About the service West Abbey is a purpose-built home that can accommodate up to 97 people. The home is divided into three distinct units, each unit has its own staff team. On the ground floor there are two units, one is primarily for younger adults with acquired brain injury, this unit does not have a specific name. The other unit is called Lyde and is for people living with dementia. People living on the third unit on the first floor require general nursing and some people are receiving end of life care, this unit also did not have a specific name. A registered nurse is on duty on each unit 24 hours a day. At the time of the inspection 87 people were living at West Abbey Care Home and there were two people being admitted during the inspection.
People’s experience of using this service and what we found
The main shortfalls within this service relate to the unit called Lyde. Feedback from people and relatives on the other two units was more positive. We have made this clear throughout the report.
Medicine management was not robust. Staff did not follow the providers medicine management policy and people did not receive their medicines safely.
People were not always supported to have maximum choice and control of their lives and staff on Lyde did not always support people the least restrictive way possible and in their best interests; Some decisions did not always involve people or their representatives, and dignity was not always upheld. For example, people were left unkempt and staff did not always interact with people in a meaningful way.
Safe practice was not always followed to ensure people’s medicines were safely administered, particularly on Lyde, which placed people at risk. The environment on Lyde was not well maintained, we found several health and safety concerns that placed people at risk, including trip hazards and poor management of infection control. The provider could not be sure people on Lyde were being supported by enough staff who had the skills and knowledge to meet their needs.
Since 2016 onwards all organisations that provide publicly funded adult social care are legally required to follow the Accessible Information Standard (AIS). The standard was introduced to make sure people are given information in a way they can understand. People on Lyde did not have communication profiles, which meant there was no evidence, that where needed, the service supported people to communicate and understand according to their needs. Activities were not based on everyone’s ability to communicate or their individual likes and dislikes.
Governance systems included internal and provider level audits and regular checks of the environment and service to ensure people received good care. We found these systems were not always fully effective in driving improvement. Whilst it was not evident this had any significant impact on people, it did not evidence a fully effective governance system was in operation and placed people, specifically on Lyde, at risk.

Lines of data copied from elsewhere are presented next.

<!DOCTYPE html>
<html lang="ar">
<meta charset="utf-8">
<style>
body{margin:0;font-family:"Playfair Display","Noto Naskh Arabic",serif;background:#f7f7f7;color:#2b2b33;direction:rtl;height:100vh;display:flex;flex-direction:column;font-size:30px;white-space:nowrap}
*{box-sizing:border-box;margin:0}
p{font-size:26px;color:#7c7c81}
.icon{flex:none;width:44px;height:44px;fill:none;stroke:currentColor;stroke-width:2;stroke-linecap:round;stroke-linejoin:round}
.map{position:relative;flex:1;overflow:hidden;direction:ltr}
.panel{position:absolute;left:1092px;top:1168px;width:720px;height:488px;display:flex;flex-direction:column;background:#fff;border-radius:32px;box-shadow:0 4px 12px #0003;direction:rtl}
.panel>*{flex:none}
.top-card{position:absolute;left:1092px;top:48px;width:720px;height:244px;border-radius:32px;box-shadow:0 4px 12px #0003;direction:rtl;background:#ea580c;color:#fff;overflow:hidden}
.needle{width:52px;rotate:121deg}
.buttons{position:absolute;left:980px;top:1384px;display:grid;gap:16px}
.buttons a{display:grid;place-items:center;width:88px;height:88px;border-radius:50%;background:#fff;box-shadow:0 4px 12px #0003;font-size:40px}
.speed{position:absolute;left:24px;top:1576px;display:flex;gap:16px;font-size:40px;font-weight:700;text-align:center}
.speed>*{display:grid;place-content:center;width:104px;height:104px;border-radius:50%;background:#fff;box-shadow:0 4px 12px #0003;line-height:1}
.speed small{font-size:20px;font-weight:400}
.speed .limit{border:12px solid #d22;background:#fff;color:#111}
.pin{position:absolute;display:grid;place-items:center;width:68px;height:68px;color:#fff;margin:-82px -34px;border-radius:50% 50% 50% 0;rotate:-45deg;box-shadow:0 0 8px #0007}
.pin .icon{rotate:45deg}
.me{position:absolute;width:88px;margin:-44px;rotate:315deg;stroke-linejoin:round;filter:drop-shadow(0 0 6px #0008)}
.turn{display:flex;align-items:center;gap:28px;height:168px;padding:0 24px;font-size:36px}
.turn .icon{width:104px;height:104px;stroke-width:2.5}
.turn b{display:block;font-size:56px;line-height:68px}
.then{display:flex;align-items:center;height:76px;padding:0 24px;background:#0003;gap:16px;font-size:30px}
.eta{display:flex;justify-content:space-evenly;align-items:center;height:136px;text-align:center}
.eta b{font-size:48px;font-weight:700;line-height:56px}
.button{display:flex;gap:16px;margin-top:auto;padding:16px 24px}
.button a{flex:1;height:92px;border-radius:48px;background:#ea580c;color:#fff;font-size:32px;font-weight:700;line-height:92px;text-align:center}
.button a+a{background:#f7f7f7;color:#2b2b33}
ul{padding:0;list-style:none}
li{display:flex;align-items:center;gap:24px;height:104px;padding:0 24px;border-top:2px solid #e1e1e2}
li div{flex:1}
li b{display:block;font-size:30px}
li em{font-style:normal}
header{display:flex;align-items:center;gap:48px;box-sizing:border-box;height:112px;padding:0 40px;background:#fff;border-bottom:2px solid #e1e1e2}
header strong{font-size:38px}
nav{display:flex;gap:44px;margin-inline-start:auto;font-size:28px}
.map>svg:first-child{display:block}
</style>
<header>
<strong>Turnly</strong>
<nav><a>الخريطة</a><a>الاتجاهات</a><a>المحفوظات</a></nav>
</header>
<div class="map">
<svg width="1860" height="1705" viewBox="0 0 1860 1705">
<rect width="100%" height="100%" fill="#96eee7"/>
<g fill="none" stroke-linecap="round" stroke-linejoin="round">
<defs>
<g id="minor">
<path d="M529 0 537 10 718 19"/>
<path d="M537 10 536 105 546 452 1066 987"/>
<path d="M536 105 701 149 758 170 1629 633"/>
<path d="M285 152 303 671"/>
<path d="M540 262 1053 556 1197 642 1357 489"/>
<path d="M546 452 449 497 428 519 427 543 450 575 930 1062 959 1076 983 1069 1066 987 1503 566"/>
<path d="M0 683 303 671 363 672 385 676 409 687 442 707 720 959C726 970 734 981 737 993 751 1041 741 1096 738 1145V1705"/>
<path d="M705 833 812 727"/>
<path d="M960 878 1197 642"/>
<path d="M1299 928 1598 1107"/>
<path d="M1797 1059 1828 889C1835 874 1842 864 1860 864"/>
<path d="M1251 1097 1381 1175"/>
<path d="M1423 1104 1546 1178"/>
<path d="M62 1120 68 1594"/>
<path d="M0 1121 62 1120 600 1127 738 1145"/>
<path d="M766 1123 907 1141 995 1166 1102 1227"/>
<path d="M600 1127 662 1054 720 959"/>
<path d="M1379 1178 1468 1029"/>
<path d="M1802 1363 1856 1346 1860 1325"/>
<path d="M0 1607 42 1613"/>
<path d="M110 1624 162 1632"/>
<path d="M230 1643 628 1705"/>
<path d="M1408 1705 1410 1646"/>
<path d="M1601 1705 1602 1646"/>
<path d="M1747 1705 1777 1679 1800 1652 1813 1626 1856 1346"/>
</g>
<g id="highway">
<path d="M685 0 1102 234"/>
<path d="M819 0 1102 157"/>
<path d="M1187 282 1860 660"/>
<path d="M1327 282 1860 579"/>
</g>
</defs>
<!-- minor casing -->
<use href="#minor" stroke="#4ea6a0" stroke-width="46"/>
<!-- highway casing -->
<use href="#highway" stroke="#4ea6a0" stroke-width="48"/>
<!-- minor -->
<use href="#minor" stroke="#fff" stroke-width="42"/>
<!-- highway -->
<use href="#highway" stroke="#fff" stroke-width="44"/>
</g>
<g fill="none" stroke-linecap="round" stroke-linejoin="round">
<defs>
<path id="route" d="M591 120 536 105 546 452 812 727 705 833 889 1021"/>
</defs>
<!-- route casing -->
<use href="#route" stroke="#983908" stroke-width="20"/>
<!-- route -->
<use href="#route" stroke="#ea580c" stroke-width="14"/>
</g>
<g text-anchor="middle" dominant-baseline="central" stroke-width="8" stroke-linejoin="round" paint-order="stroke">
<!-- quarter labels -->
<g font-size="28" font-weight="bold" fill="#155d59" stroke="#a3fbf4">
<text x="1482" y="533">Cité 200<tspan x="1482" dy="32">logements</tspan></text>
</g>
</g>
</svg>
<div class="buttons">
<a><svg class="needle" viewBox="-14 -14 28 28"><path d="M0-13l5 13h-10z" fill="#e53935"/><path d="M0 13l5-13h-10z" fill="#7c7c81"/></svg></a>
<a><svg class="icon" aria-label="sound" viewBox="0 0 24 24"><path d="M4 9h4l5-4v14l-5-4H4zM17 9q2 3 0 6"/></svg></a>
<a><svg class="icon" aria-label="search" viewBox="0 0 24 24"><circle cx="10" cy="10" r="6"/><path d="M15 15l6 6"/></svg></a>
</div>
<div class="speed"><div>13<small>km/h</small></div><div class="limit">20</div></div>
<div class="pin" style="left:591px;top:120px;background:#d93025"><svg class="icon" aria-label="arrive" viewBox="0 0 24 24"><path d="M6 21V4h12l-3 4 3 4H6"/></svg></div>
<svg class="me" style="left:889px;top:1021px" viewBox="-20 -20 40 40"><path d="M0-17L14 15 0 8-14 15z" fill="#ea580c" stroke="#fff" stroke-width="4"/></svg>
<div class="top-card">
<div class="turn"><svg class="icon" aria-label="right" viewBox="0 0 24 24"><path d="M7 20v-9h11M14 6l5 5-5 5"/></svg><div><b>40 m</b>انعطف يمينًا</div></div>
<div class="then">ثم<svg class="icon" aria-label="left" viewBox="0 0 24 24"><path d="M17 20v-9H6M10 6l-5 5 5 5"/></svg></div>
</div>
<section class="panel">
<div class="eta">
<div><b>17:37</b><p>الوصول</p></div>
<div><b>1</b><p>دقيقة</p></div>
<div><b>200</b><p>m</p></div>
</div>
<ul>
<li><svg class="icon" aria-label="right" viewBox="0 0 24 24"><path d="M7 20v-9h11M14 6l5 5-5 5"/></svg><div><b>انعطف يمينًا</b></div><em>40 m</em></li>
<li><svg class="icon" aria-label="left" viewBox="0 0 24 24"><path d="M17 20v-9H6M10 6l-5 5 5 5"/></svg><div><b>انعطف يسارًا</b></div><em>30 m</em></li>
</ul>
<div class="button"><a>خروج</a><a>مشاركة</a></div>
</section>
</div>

We saw some positive interactions during the inspection, with most staff being kind and friendly when supporting people on the brain injury unit and the general nursing unit.
The environment on the brain injury and general nursing units, was homely. Meal times were sociable and the feedback from relatives living on the brain injury unit was positive. One relative told us, “[Relatives name} doesn’t want to go home she likes it so much here now.”
We found fire maintenance, gas, electrical safety, and safe use of water outlets were all up to date. The provider had identified some of the concerns found on Lyde, during the inspection. The provider assured us the care on Lyde would be reviewed and a refurbishment plan was due to begin in April 2020.
For more details, please see the full report which is on the CQC website at www.cqc.org.uk
Rating at last inspection
The last rating for this service was good (published in August 2017).
Why we inspected
This was a planned inspection based on the previous rating.
Enforcement
We have identified breaches in relation to medicines management, staffing levels, dignity and respect and the overall management of the service at this inspection. We have made three recommendations in relation to, risk management, accessible information and communication and personalised activities.
Please see the action we have told the provider to take at the end of this report.
Follow up
We will request an action plan for the provider to understand what they will do to improve the standards of quality and safety. We will work alongside the provider and local authority to monitor progress. We will return to visit as per our re-inspection programme. If we receive any concerning information we may inspect sooner.